(Stored items)
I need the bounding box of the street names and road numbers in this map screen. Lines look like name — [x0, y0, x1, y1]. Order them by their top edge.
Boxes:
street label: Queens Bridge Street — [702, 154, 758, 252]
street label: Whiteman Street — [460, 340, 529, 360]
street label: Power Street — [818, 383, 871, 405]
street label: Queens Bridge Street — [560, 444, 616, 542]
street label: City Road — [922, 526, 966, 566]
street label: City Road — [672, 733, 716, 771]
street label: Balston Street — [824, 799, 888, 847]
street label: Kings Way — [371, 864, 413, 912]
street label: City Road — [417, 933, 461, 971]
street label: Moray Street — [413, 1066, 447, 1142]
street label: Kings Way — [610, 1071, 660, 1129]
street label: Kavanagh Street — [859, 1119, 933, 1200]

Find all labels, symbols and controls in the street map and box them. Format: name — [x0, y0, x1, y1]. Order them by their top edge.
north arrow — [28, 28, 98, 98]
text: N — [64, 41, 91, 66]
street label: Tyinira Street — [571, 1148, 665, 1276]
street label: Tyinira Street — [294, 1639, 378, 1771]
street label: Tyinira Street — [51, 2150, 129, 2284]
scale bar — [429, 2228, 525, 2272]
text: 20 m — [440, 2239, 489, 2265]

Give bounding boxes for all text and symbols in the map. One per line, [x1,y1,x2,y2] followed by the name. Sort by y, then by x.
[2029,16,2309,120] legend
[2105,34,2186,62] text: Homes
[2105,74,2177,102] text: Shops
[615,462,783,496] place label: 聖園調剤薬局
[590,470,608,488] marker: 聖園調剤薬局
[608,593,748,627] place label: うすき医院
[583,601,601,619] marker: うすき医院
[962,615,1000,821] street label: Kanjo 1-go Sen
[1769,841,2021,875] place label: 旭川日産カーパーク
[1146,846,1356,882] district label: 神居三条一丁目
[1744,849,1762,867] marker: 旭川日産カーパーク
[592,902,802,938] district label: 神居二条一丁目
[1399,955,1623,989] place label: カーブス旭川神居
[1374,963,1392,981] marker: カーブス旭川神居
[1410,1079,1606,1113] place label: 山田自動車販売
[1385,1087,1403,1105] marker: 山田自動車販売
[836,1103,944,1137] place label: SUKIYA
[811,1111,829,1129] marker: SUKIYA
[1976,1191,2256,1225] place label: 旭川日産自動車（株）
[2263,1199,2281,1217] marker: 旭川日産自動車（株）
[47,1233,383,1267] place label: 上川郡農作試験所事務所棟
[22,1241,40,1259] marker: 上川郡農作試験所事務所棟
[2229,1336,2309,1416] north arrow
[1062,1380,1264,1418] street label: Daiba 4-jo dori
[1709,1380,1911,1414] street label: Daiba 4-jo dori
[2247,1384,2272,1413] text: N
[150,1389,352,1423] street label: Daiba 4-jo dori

Try it: Line by line, retype all the entries exactly as they are shown.

Your solution:
I need the bounding box of the street names and road numbers in this map screen. Lines look like name — [x0, y0, x1, y1]. Order them by their top edge.
Boxes:
street label: Queens Bridge Street — [702, 154, 758, 252]
street label: Whiteman Street — [460, 340, 529, 360]
street label: Power Street — [818, 383, 871, 405]
street label: Queens Bridge Street — [560, 444, 616, 542]
street label: City Road — [922, 526, 966, 566]
street label: City Road — [672, 733, 716, 771]
street label: Balston Street — [824, 799, 888, 847]
street label: Kings Way — [371, 864, 413, 912]
street label: City Road — [417, 933, 461, 971]
street label: Moray Street — [413, 1066, 447, 1142]
street label: Kings Way — [610, 1071, 660, 1129]
street label: Kavanagh Street — [859, 1119, 933, 1200]

Find all labels, symbols and controls in the street map and box them. Format: name — [x0, y0, x1, y1]. Order them by their top edge.
north arrow — [28, 28, 98, 98]
text: N — [64, 41, 91, 66]
street label: Tyinira Street — [571, 1148, 665, 1276]
street label: Tyinira Street — [294, 1639, 378, 1771]
street label: Tyinira Street — [51, 2150, 129, 2284]
scale bar — [429, 2228, 525, 2272]
text: 20 m — [440, 2239, 489, 2265]

Give bounding boxes for all text and symbols in the map. One per line, [x1,y1,x2,y2] followed by the name. Sort by y, then by x.
[2029,16,2309,120] legend
[2105,34,2186,62] text: Homes
[2105,74,2177,102] text: Shops
[615,462,783,496] place label: 聖園調剤薬局
[590,470,608,488] marker: 聖園調剤薬局
[608,593,748,627] place label: うすき医院
[583,601,601,619] marker: うすき医院
[962,615,1000,821] street label: Kanjo 1-go Sen
[1769,841,2021,875] place label: 旭川日産カーパーク
[1146,846,1356,882] district label: 神居三条一丁目
[1744,849,1762,867] marker: 旭川日産カーパーク
[592,902,802,938] district label: 神居二条一丁目
[1399,955,1623,989] place label: カーブス旭川神居
[1374,963,1392,981] marker: カーブス旭川神居
[1410,1079,1606,1113] place label: 山田自動車販売
[1385,1087,1403,1105] marker: 山田自動車販売
[836,1103,944,1137] place label: SUKIYA
[811,1111,829,1129] marker: SUKIYA
[1976,1191,2256,1225] place label: 旭川日産自動車（株）
[2263,1199,2281,1217] marker: 旭川日産自動車（株）
[47,1233,383,1267] place label: 上川郡農作試験所事務所棟
[22,1241,40,1259] marker: 上川郡農作試験所事務所棟
[2229,1336,2309,1416] north arrow
[1062,1380,1264,1418] street label: Daiba 4-jo dori
[1709,1380,1911,1414] street label: Daiba 4-jo dori
[2247,1384,2272,1413] text: N
[150,1389,352,1423] street label: Daiba 4-jo dori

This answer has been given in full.